(Records to use begins)
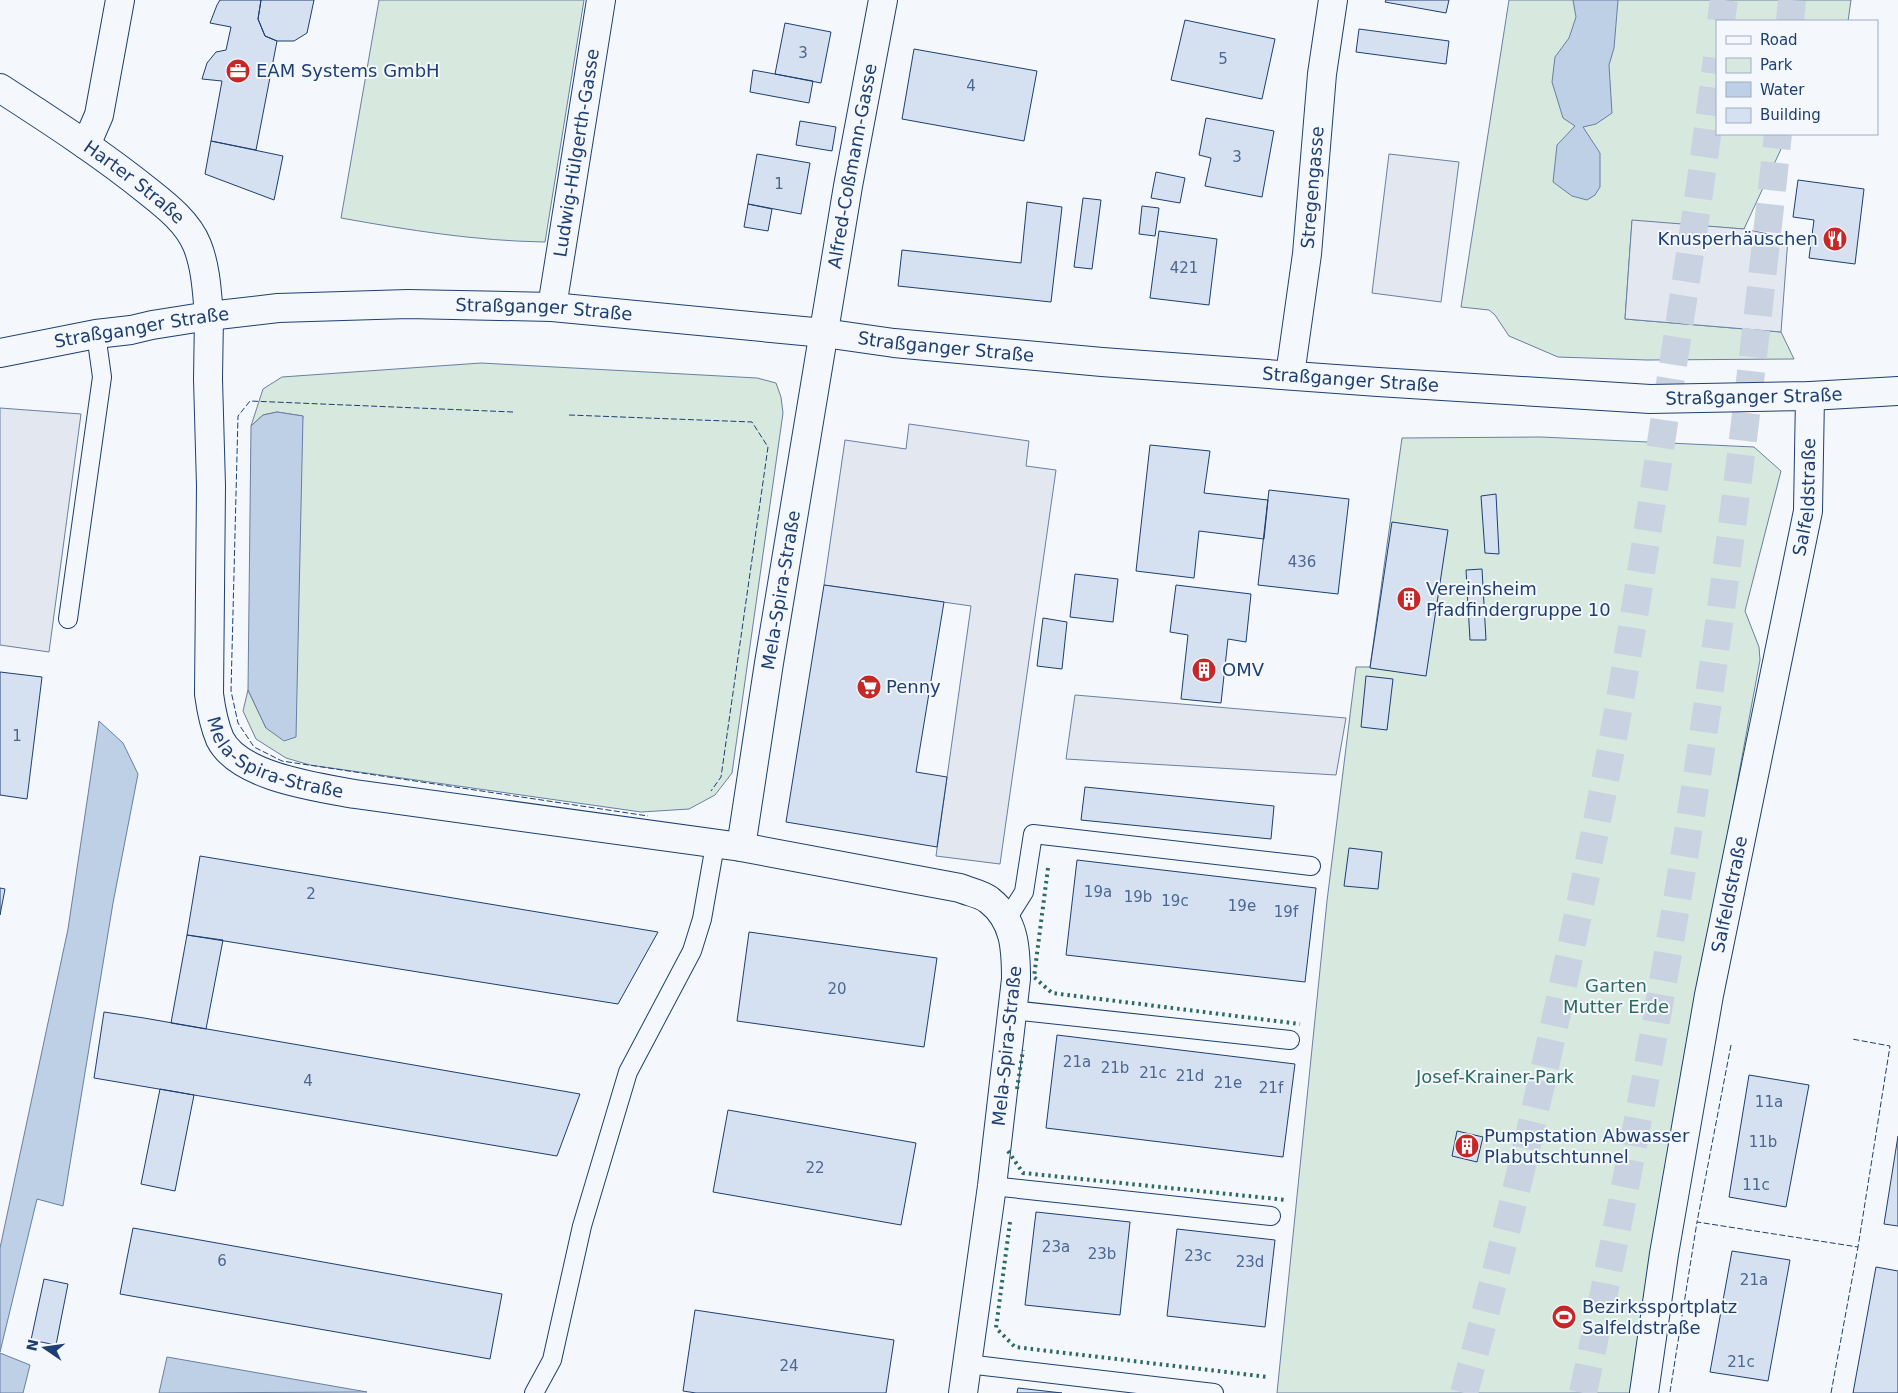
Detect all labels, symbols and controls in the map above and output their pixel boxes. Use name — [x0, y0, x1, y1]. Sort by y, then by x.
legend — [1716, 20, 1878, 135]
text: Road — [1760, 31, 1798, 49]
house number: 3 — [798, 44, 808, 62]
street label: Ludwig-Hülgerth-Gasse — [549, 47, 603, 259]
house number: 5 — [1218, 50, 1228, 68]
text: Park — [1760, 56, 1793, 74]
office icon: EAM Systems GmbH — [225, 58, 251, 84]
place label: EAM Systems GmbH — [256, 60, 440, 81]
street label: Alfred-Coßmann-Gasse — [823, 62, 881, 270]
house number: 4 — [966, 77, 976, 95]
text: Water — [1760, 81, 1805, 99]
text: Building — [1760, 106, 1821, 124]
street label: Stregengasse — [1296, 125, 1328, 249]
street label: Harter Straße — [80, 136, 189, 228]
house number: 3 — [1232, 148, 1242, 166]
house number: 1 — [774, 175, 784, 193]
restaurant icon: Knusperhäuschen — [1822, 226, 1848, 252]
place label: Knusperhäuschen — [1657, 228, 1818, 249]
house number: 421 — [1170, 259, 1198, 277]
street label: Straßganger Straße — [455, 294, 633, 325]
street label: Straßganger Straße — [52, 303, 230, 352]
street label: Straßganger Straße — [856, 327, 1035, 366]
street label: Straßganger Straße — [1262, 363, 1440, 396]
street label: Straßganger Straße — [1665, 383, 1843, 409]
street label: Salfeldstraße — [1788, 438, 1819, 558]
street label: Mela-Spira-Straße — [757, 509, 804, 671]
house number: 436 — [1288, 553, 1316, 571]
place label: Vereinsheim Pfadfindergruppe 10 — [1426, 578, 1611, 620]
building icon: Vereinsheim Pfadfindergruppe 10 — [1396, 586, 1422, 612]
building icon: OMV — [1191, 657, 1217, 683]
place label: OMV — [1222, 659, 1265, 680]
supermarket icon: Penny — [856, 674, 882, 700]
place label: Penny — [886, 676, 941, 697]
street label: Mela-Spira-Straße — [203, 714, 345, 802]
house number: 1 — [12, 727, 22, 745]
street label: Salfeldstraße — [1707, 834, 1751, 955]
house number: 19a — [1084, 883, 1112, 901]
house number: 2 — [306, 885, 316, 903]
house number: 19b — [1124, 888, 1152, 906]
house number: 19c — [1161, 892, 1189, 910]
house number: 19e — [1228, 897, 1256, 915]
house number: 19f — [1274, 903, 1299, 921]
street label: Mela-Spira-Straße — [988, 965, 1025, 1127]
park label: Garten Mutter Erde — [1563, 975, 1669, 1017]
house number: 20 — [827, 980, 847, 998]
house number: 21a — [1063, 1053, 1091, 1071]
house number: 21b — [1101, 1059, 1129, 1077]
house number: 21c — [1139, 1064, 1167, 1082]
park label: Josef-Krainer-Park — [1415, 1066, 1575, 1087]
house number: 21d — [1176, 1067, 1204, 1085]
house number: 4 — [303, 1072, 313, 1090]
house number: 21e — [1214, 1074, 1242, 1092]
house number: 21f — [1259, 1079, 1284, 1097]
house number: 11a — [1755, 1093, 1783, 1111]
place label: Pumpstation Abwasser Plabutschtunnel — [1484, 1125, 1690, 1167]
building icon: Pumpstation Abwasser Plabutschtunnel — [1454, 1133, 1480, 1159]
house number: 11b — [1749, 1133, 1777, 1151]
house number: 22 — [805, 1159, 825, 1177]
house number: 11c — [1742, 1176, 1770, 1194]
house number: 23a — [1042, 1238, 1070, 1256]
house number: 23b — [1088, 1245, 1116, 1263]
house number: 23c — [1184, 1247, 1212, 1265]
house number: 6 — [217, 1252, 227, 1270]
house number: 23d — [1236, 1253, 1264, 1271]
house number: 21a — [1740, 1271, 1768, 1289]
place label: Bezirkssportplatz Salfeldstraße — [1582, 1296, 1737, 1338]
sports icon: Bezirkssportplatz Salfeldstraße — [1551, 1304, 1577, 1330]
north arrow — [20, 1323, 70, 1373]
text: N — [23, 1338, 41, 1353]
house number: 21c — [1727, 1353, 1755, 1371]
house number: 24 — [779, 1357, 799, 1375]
(Records to use ends)
(Records to use begins)
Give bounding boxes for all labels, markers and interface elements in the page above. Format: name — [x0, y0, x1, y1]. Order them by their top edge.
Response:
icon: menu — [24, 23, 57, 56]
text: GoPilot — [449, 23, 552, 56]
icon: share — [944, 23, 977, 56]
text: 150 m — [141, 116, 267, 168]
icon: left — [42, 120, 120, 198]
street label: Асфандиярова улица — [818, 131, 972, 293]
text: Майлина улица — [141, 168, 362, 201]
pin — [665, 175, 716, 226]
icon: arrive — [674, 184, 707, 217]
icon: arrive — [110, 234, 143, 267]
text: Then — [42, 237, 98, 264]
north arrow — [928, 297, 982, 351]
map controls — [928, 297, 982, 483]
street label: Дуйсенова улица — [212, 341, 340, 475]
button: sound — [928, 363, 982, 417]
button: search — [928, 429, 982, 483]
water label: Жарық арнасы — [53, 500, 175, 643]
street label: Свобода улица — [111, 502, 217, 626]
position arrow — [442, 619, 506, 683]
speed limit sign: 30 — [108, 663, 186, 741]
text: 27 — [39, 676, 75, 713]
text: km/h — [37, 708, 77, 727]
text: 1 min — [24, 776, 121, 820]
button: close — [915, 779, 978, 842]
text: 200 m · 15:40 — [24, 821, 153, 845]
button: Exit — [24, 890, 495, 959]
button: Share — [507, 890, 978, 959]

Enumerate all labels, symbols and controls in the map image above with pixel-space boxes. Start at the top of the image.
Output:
(Records to use ends)
(Records to use begins)
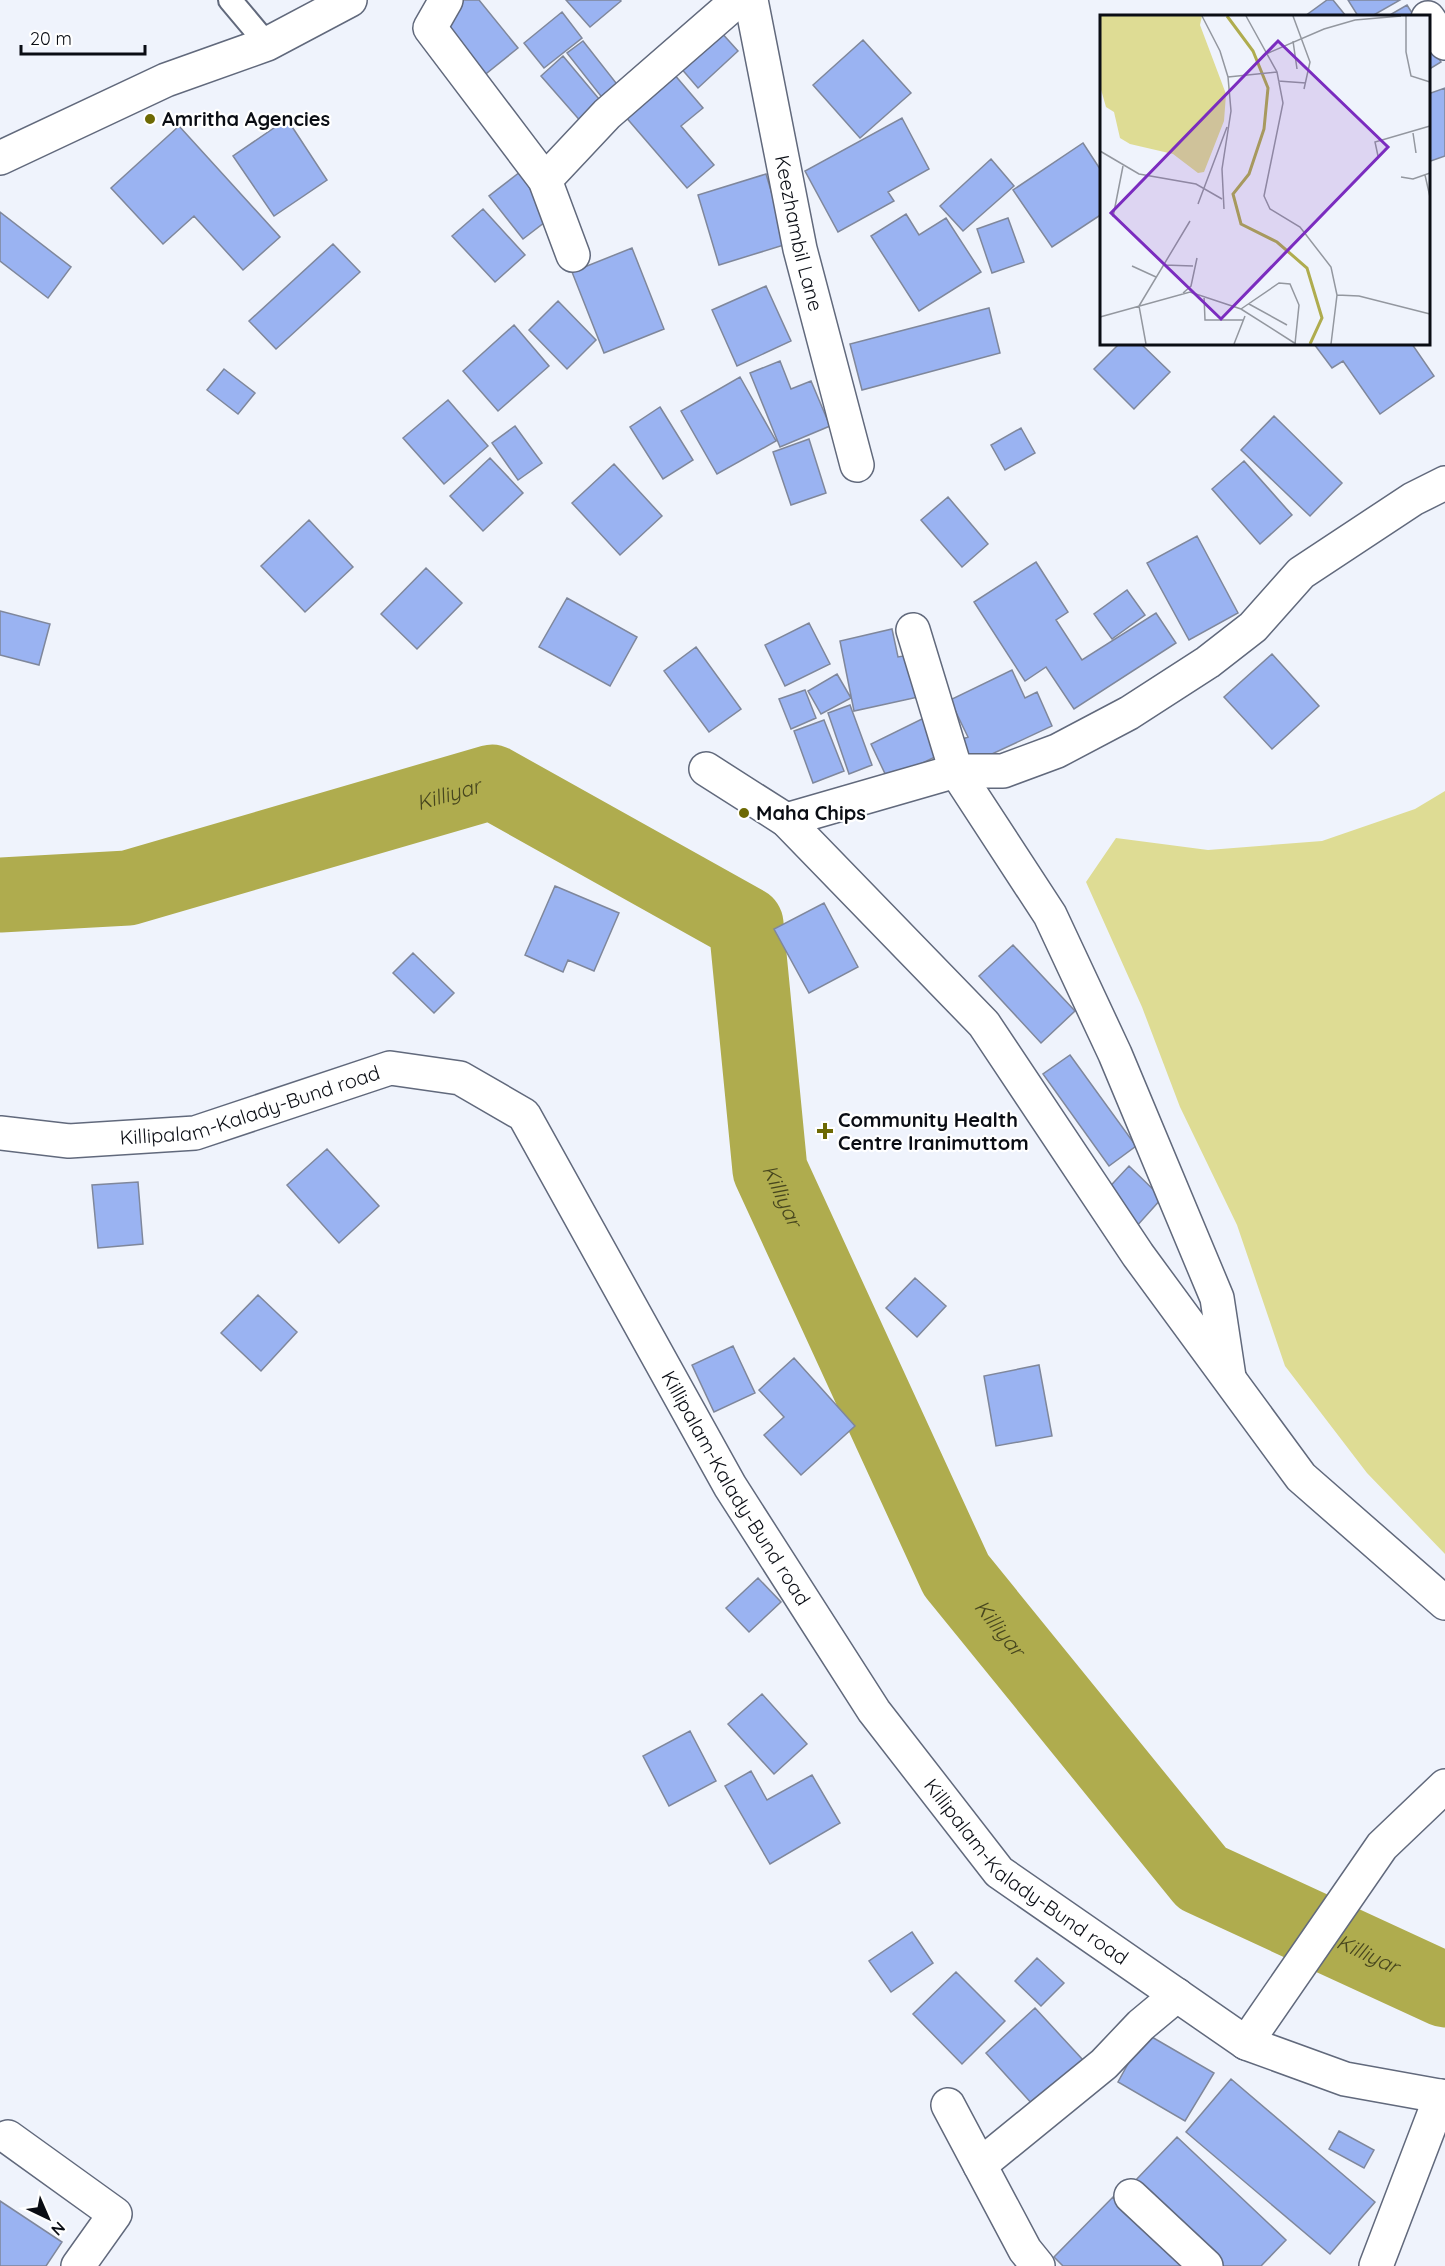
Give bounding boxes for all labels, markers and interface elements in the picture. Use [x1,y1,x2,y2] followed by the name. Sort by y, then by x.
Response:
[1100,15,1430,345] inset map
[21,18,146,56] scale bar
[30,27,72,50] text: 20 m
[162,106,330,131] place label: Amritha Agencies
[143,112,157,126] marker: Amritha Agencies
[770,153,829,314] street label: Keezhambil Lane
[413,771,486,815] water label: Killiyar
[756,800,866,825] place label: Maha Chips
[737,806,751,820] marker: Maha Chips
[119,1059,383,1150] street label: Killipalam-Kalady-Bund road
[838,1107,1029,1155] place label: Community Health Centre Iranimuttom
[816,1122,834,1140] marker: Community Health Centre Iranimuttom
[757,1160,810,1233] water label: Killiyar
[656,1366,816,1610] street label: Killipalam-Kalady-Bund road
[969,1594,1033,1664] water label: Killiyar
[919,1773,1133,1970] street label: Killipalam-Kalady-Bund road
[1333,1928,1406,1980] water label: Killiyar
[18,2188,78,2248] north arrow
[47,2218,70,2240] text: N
(Records to use ends)
> _Activity_
What number of lines in the records hold the word "elements"? Reply with that number alone.

> _Response to the exercise_
2